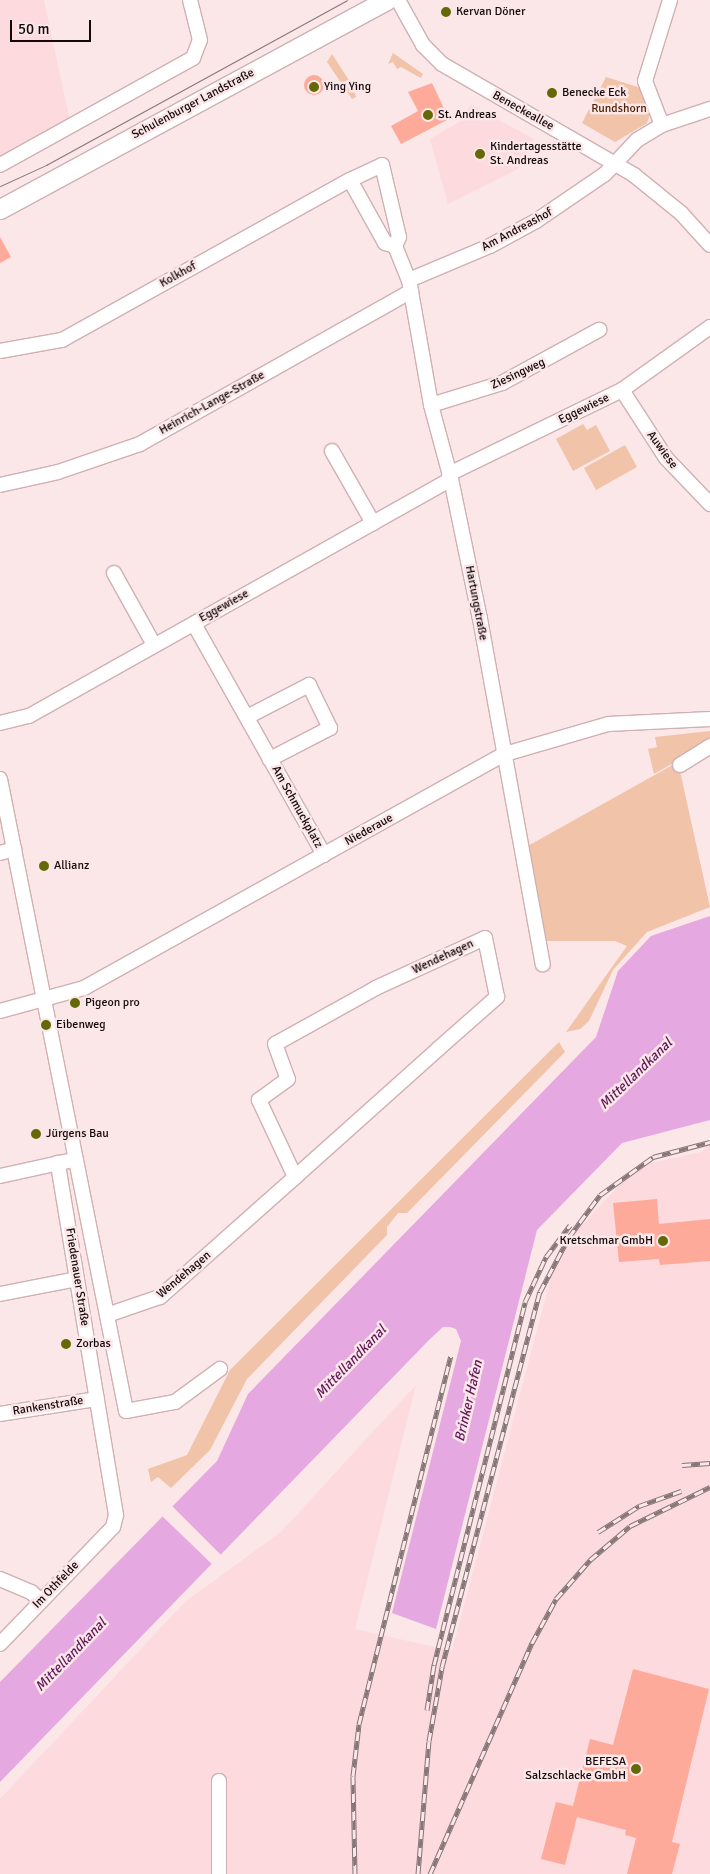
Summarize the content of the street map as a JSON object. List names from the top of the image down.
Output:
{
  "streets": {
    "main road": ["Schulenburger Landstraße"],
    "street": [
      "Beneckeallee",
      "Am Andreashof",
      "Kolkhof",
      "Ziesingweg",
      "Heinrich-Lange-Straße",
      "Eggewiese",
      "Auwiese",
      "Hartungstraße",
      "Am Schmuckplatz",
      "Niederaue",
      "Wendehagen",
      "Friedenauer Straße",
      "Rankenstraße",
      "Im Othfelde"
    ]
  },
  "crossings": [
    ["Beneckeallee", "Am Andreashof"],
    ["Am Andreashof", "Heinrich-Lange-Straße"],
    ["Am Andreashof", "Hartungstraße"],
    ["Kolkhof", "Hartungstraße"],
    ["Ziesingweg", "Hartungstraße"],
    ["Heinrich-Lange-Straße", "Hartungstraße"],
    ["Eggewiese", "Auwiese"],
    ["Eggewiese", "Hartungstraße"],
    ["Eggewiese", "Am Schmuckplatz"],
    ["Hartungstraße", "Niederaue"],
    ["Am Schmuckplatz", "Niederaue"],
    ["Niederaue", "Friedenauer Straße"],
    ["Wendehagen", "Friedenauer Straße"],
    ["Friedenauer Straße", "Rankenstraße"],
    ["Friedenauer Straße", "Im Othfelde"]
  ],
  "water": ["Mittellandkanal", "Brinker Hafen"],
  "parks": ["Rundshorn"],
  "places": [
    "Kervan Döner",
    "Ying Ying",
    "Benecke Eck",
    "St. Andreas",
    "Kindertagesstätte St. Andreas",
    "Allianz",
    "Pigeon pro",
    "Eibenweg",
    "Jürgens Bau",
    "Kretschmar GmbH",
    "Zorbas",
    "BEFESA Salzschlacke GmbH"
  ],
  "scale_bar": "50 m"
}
---
● Work to be completed
The word "Eggewiese" appears in some lines above. Return every one of those lines.

● Task answer
      "Eggewiese",
    ["Eggewiese", "Auwiese"],
    ["Eggewiese", "Hartungstraße"],
    ["Eggewiese", "Am Schmuckplatz"],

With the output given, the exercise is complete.